Car cabins are easier to pressurize when compared to a house meaning the bass in a car is deeper. The smaller the volume, the higher the gain which boosts the perceived bass level (natural bass reinforcement).

Additionally, speaker placement in a car takes into account the seating positions which usually don’t change.

Design

Car speakers are designed to fill smaller and harsher environments with constant temperature fluctuations, moisture, and so on. Thus, quality car speaker cones are often made of polypropylene (PP) resin sheet material that is weather-resistant and has low distortion.

Meanwhile, home theater speakers are not built for rugged conditions.

Most car speakers are coaxial/full-range speakers (2-way or 3-way). A 2-way speaker driver has both a woofer and a tweeter. 3-way drivers have a bass and midrange woofer and a tweeter.

Coaxial drivers are not ideal for home sound systems. However, some car speakers are component split and have different drivers for different frequency ranges.

Also, when using car speakers at home you may experience comb filtering which is interference and delay that occurs at the crossover point as audio signals are amplified.

coaxial-vs-component-car-speakers
coaxial-vs-component-car-speakers

Impedance

Impedance (measured in Ohms) is the resistance to current flow in a speaker circuitry.

Typically, home speakers have an impedance of 6 or 8 ohms while car speakers only handle smaller loads of around 4 ohms.

This is because a car’s battery outputs 12 to 14 volts while most home outlets output ~110 volts. Therefore, a car’s amp draws a lower voltage and outputs a higher current (amperage) hence low-impedance speakers are required.

A home theater’s amp, on the other hand, should take in a higher voltage and output a lower current. In this case, speakers with a higher impedance are required.

The speakers’ impedance should match that of an amplifier. Car stereo amps have a nominal impedance of about 4 ohms to match the speakers.

An amplifier that outputs 60 watts with 8-ohm home speakers, would need to output 80-120 watts on a 4-ohm load with car speakers for the same SPL level (“volume”).

Impedance-against-frequency-response
Impedance-against-frequency-response

With that in mind, let’s look at how to use car speakers at home. 

How to use Car speakers at home

Car stereo systems are fairly inexpensive when compared to home audio equipment of the same quality. With a reasonable budget, you can get a decent-sounding system.

Granted, converting a car system for home use is quite technical but here are basic steps on how to do it.

  • Get materials for the build.
  • Impedance-match the car speakers to your receiver/amp/integrated amp.
  • Get an amp for the car sub(s) and or speakers.
  • Connect the amp/head unit to a home outlet.
  • Wire the system.
  • Buy or build a speaker cabinet/enclosure.
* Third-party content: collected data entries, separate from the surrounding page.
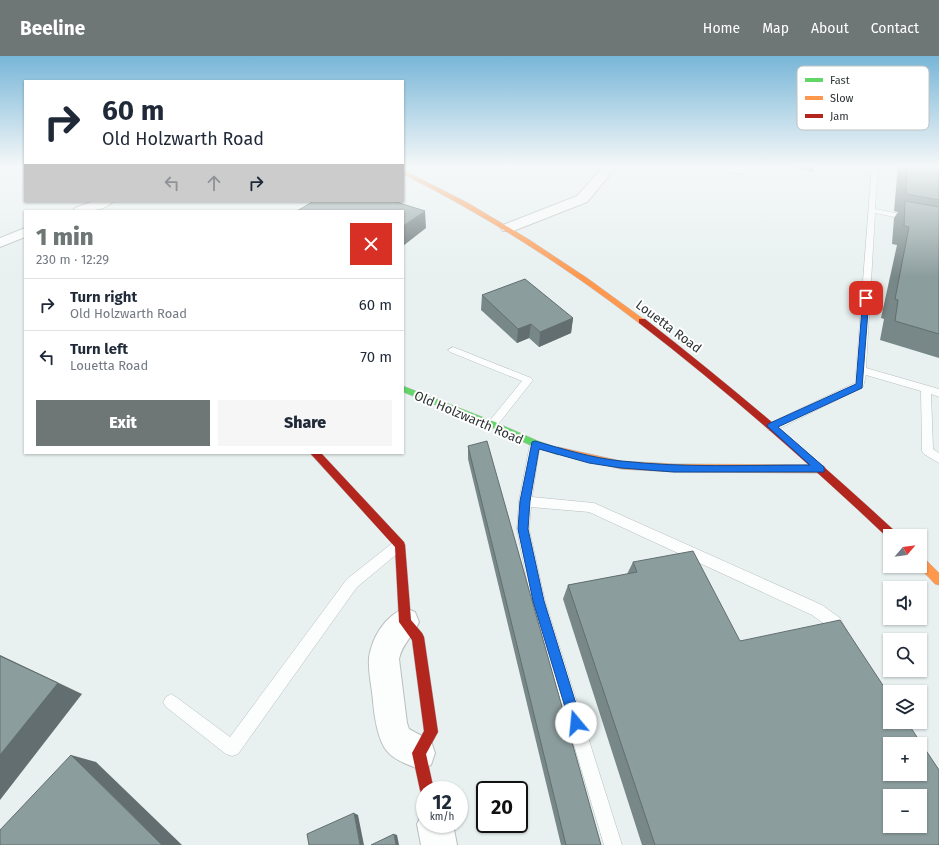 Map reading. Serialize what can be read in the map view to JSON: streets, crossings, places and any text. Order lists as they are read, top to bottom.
{
  "streets": {
    "main road": ["Louetta Road", "Old Holzwarth Road"]
  },
  "crossings": [
    ["Louetta Road", "Old Holzwarth Road"]
  ],
  "legend": ["Fast", "Slow", "Jam"],
  "north": "top right",
  "page": {
    "header": "Beeline",
    "nav": [
      "Home",
      "Map",
      "About",
      "Contact"
    ],
    "turn": ["60 m", "Old Holzwarth Road"],
    "heading": ["1 min", "230 m · 12:29"],
    "list": [
      {
        "name": "Turn right",
        "note": "Old Holzwarth Road",
        "value": "60 m"
      },
      {
        "name": "Turn left",
        "note": "Louetta Road",
        "value": "70 m"
      }
    ],
    "buttons": ["Exit", "Share"],
    "map_buttons": ["+", "−"],
    "speed": "12 km/h",
    "limit": "20"
  }
}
1. Get materials for the build

What you need;

  • Car speakers and subwoofer in an enclosure
  • A car amp(s)
  • A +12V DC power supply unit (PSU).
  • Insulation tape/Heat shrink
  • Wire stripper
  • Speaker wire. 12 or 16-gauge for the speakers and 12 or 14-gauge for the sub. Look for the manufacturer’s recommendations.
  • A car amplifier and RCA cables.
  • A Bluetooth to RCA adapter or 3.5 mm to RCA adapter
  • A switch
  • Spade or ring terminal
  • A crimping tool

2. Match the impedance

As mentioned earlier, your speakers’ nominal impedance should match or exceed the output impedance of a receiver, integrated, or amplifier to maximize power output.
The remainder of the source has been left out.